Security checks begin the moment passengers receive a booking confirmation, since US authorities including the Department of Homeland Security and Immigration screen passengers that are on the cruise list. Cruise ships must present their complete passenger manifesto to a crew member at least 60 minutes before sailing, so passengers should arrive for check-in no later than 90 minutes before sailing with all documents in order, including a valid passport and boarding pass. Avoid delays; cruise lines recommend passengers submit the required details online at least three days before embarkation. Women less than 24 weeks pregnant typically are required to provide "fit for travel" notes from their physicians, while those in their third trimesters usually are not allowed to travel.

Boarding Measures

Arrive to the cruise port early. At the Port Authority Security in the cruise terminal, passengers pass a security checkpoint where all carry-on luggage goes through X-rays and other baggage is checked in. All checked bags on cruise ships are scanned by security personnel for security screening. Passengers must pass through an airport-style metal detector but do not have to remove shoes; they will have a digital photo taken. Most cruise lines employ former police or military personnel as security guards to process boarding checks, and scent dogs may be present to check for drugs, which are among many prohibited items on board. Any sealed alcohol usually is confiscated by cruise ship security and returned at the end of the cruise, both at home port and ports of call during the journey.

Preparing to Sail

The International Convention of Safety of Life at Sea (SOLAS) requires all ships hold a muster drill within 24 hours of embarkation, but most cruise lines hold the safety drill at the earliest possible opportunity. Passengers are not required to wear life vests for the exercise but must familiarize themselves with the muster station for their particular level in case of emergency.
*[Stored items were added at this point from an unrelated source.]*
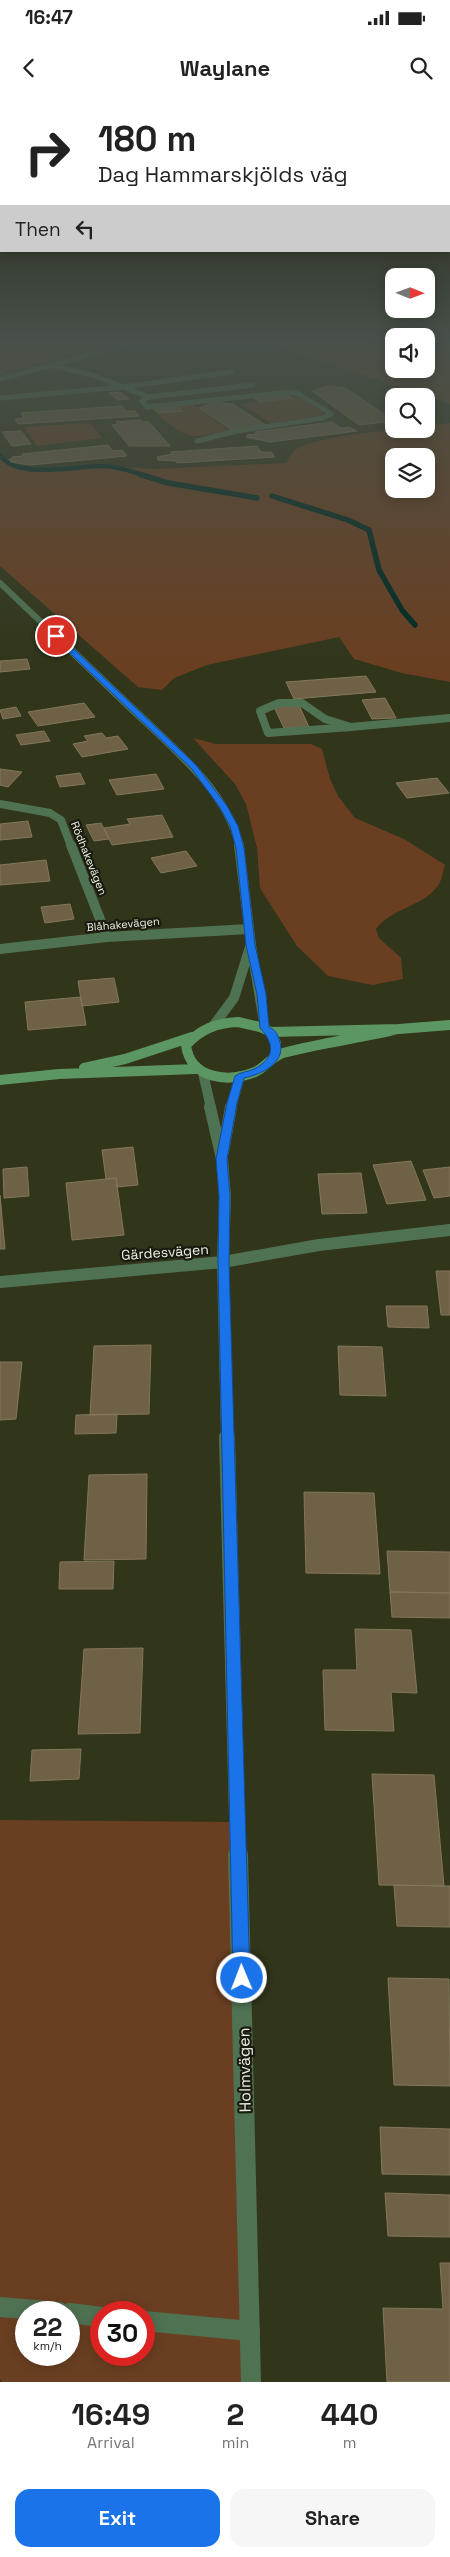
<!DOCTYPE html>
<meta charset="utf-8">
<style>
:root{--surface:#fff;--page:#f6f6f6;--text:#222;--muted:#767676;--accent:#1a73e8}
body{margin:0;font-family:"Space Grotesk",sans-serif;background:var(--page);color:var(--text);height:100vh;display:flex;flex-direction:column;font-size:19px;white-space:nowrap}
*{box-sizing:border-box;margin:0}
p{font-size:16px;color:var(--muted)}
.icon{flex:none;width:28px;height:28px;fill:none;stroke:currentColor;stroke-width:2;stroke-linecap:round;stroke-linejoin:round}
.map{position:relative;height:2282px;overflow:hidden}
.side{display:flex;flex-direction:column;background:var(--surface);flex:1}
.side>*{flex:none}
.guide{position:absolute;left:0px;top:0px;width:450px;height:152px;box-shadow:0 2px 12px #0003;background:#fff;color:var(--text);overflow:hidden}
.needle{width:32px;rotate:91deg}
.buttons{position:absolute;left:385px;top:168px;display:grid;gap:10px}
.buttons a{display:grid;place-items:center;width:50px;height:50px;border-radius:10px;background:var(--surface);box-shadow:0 2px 12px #0003;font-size:25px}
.speed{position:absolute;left:15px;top:2201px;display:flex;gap:10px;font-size:25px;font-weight:700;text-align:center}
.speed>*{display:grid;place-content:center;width:65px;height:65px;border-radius:50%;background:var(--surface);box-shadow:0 2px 12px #0003;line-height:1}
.speed small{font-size:12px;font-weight:400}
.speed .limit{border:8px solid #d22;background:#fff;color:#111}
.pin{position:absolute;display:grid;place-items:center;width:42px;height:42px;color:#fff;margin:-21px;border:2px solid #fff;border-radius:50%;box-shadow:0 1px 5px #0007}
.me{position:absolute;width:55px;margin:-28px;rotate:359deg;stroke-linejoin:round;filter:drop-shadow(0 0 4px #0008)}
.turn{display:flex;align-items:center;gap:18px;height:105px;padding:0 15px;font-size:22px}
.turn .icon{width:65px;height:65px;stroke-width:2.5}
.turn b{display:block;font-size:35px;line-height:42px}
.then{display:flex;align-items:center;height:48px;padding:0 15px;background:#0003;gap:10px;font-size:19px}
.eta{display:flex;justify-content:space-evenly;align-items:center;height:85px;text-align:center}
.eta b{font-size:30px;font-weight:700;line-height:35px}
.action{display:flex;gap:10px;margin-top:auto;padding:10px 15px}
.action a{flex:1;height:58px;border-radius:15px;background:var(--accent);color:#fff;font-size:20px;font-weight:700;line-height:58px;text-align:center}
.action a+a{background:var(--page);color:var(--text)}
.status{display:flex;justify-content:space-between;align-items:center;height:35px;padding:0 25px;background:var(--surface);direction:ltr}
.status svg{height:14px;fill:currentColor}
header{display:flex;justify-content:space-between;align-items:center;height:65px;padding:0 15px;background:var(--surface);font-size:22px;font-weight:700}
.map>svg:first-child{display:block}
.green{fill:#6a3f21;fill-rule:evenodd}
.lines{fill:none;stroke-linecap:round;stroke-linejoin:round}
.stream-far1{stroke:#002a23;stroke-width:4.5}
.stream{stroke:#002a23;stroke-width:5.5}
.building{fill:#6e6146;stroke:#84775b}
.service-far1{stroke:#4f7252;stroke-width:5}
.service{stroke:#4f7252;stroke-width:20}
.minor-far5{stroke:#4f7252;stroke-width:5}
.minor-far4{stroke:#4f7252;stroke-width:8}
.minor-far3{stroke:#4f7252;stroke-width:10}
.minor-far2{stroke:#4f7252;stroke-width:12}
.minor-far1{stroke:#4f7252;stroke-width:16}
.minor{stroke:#4f7252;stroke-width:20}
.tertiary-far3{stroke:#4f7252;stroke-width:5}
.tertiary-far2{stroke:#4f7252;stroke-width:6}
.tertiary-far1{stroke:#4f7252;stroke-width:8}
.tertiary{stroke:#4f7252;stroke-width:10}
.secondary{stroke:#5c9663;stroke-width:10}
.route{fill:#1a73e8;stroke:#114b97}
.labels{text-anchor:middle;stroke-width:4.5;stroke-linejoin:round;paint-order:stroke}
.far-street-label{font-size:11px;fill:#edf0e0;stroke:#191b10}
.street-label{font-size:14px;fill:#edf0e0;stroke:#191b10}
.near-street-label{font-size:16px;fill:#edf0e0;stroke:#191b10}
</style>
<div class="status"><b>16:47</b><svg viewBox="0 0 49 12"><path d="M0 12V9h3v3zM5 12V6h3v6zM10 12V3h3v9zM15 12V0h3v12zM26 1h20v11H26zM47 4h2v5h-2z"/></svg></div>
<header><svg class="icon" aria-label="back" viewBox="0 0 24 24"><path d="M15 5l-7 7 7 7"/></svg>Waylane<svg class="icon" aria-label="search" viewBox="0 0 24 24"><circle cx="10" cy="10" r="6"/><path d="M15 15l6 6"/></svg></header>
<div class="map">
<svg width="450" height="2282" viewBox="0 0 450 2282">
<rect width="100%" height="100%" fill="#31351a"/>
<path class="green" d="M0,244H115L0,275Z
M270,244H394V269H426V244H450V304Z
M300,297L323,313L322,315L271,323L241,304Z
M192,304L230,331C189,339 189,340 157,314L185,311L177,305Z
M90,323L102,338L37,346L24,327Z
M450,323V582L402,573L354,559L339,537L207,565L174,578L162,590L138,587L0,466V355L5,363L10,366L29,369L90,365L155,369L286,363C289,360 291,354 294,351C314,335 400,329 426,329V326ZM394,356H426V389H394Z
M193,638L216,644H311L322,649L330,679L338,696L355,718L404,739L445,765C443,771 442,779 439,784C424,807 391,808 376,829L379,838L401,858L403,879L373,885L328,876L297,846L260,788L257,748L246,704L235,684Z
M0,1720L238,1722L251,2282H2L0,2279ZM26,2212H69V2255H26ZM101,2212H144V2255H101Z"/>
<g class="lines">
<path class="stream-far1" d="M0,355C16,380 74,366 101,366C115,366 129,370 143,375"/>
<path class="stream" d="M139,374L168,383L257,398
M272,396L348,420L369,430L379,470L402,510L415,525"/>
</g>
<path class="building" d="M328,286L346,288L394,321L359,325L312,291Z
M120,292L129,299L118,300L109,293Z
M285,294L293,298L260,302L252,297Z
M214,302L233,304L267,326L232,330L199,308Z
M176,305L183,311L159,313L152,308Z
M122,306L125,311H135L139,316L18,324L15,319L24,318L21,313Z
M141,320L143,322H149L170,346H129L112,325L118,324L116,322Z
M332,322L341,328L349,327L357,331L270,342L246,337H250L247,335L258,334L255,332Z
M21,331L31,344L12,346L2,332Z
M108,345L113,351L122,350L127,356L30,365L11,362L9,359H13L12,357L23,356L22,354Z
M257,346L261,352H271L275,357L177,363L176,361L158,360L157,357L172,354L171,352Z
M27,559L30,569L0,572V561Z
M366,576L376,592L294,599L286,582Z
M385,598L396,618L372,619L362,600Z
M84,603L95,617L38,626L28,612Z
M299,605L309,627L284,628L274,607Z
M16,607L21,616L3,619L0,610Z
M44,631L50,641L21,645L16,635Z
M102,633L106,638L118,636L128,649L82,657L73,644L88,641L84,636Z
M0,669L22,672L8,687L0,685Z
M80,673L85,684L60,687L56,676Z
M156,674L164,689L117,695L109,680Z
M437,678L449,693L407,698L396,683Z
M162,715L173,737L112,745L104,728L130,724L127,719Z
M28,721L32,737L0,740V724Z
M101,723L109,739L94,741L86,725Z
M186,751L197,766L161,773L151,758Z
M46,760L50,781L0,785V765Z
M70,804L74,819L45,823L41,807Z
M114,878L119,902L82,906L78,881Z
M81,897L86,925L28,930L25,902Z
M133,1047L138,1085L117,1087L116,1078L106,1079L102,1050Z
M411,1061L426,1100L387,1104L373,1065Z
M27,1067L29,1096L4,1098L3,1069Z
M450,1067V1096L434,1098L423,1070Z
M361,1073L367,1113L322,1114L318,1074Z
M116,1078L124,1135L72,1140L66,1083Z
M0,1095L5,1149H0Z
M436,1171H450V1215H441Z
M386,1206H427L429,1228L388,1227Z
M151,1245L149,1314L90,1315L94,1246Z
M338,1246L382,1247L386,1296L340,1295Z
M0,1262H22L16,1319L0,1320Z
M117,1314L116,1333L75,1334L76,1315Z
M147,1374L146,1459L84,1460L89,1375Z
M304,1392L374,1393L380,1474L306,1473Z
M387,1451L450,1452V1493L390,1492Z
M114,1461L113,1489H59L60,1462Z
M390,1492L450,1493V1518L392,1517Z
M355,1529L411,1530L417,1593L391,1592L394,1631L325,1630L323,1570H357Z
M143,1548L140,1633L78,1634L84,1549Z
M81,1649L79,1679L30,1681L32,1650Z
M372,1674L434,1675L444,1786L379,1785Z
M394,1785L450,1786V1827L397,1826Z
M388,1878L449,1879L450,1986L394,1985Z
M380,2027L450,2029V2075L382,2074Z
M385,2093L450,2095V2137L388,2136Z
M440,2163H450V2282H387L383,2208L443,2209Z"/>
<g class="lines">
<path class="service-far1" d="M0,298L123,287L231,272
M197,341L237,331L323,318L331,314L299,294L290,292L147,307L142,301L149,297L253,285"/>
<path class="service" d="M0,2207L59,2212
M69,2213L101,2217
M144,2221L250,2231"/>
<path class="minor-far5" d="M53,266L92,275L149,297"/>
<path class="minor-far4" d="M279,603H302L325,619L351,627L268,633L260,611Z
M351,627L450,618
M0,704L50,713L61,720L71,746"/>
<path class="minor-far3" d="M71,745L107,837
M0,849L107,837L249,829
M203,973L211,1008
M231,1008L240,976"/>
<path class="minor-far2" d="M210,1007L222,1059L225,1096L223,1162L227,1339
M223,1052L231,1007
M0,1182L223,1162L319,1145L450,1130"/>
<path class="minor-far1" d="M227,1337L238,1756"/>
<path class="minor" d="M238,1755L251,2282"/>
<path class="tertiary-far3" d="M0,279L130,244"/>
<path class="tertiary-far2" d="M0,483L59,539"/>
<path class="tertiary-far1" d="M58,538C86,564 113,591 141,617C181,655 225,691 240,746"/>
<path class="tertiary" d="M239,745L251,845L265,928
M214,925L234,898L250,847"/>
<path class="secondary" d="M238,922L260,927L271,932L399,929C361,938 321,943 283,953C271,957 266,967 255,972C228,983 190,979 186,945C201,929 216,923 238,922Z
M399,929L450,925
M271,932L276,943L275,956
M84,968L125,959L192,937
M0,980L59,974L196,969"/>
</g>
<linearGradient id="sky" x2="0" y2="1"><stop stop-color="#1b1d0e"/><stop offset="0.43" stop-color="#485149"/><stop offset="1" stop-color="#485149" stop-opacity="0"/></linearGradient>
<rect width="450" height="564" fill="url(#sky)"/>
<path class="route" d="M54,535H59L196,665L227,706L238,726L244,748L255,845L266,894L269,927C275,930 277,933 279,939C288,962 263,974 244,978L237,1003L227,1059L230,1096L229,1162L250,1878L248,1885L242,1887L235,1885L233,1878L218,1162L219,1096L216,1059L227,1003L235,976C240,972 248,972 254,969C275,958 275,944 260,928L257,894L246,845L236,748L230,726L219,706L191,668L54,538Z"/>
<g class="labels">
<g class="far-street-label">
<text transform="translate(89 758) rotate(68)" y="4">Rödhakevägen</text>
<text transform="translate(123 824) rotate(-5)" y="4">Blåhakevägen</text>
</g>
<g class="street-label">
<text transform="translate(165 1152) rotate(-4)" y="5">Gärdesvägen</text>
</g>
<g class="near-street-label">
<text transform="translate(244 1970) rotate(-91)" y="6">Holmvägen</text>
</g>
</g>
</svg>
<div class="buttons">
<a><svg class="needle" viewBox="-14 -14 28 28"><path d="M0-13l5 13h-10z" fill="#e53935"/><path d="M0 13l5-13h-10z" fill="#767676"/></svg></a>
<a><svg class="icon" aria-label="sound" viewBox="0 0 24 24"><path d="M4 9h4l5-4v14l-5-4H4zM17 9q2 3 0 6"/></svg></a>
<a><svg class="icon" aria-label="search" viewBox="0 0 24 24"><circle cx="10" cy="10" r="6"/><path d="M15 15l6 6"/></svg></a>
<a><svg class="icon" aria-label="layers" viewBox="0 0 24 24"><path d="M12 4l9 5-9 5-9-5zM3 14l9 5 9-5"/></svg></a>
</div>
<div class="speed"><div>22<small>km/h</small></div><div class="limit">30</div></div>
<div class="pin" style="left:56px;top:536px;background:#d93025"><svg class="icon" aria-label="arrive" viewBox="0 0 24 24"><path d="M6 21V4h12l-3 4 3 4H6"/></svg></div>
<svg class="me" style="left:242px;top:1878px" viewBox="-20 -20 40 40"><circle r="17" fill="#1a73e8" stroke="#fff" stroke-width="3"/><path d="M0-11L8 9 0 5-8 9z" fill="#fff"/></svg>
<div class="guide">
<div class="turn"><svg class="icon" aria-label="right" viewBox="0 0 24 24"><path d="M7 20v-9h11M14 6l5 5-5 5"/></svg><div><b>180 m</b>Dag Hammarskjölds väg</div></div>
<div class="then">Then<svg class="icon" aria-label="left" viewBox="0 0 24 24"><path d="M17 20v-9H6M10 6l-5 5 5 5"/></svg></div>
</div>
</div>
<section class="side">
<div class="eta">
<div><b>16:49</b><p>Arrival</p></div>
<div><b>2</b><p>min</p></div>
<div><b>440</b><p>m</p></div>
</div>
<div class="action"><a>Exit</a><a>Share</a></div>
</section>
Each cruise ship cabin has a map outlining the route to the nearest muster station on the cabin door, and the in-cabin TV also has a safety video explaining the procedures to follow in case of emergency.

During the Cruise

The Staff Captain oversees security operations on board, supervising a team of highly trained and vetted security officers responsible for ensuring safety. Closed-circuit television and video surveillance in public areas provides a level of security on a par with that found in most major cities. Nevertheless, assaults and incidents do happen, but statistically less frequently than on land. The Cruise Vessels Security and Safety Act requires all US vessels to report crimes and missing persons immediately to law enforcement and to collect evidence according to strict procedures. Also, lines such as Carnival and Royal Caribbean publish a voluntary report quarterly of alleged crimes committed on board. Upon disembarking, all luggage and persons go through another round of security.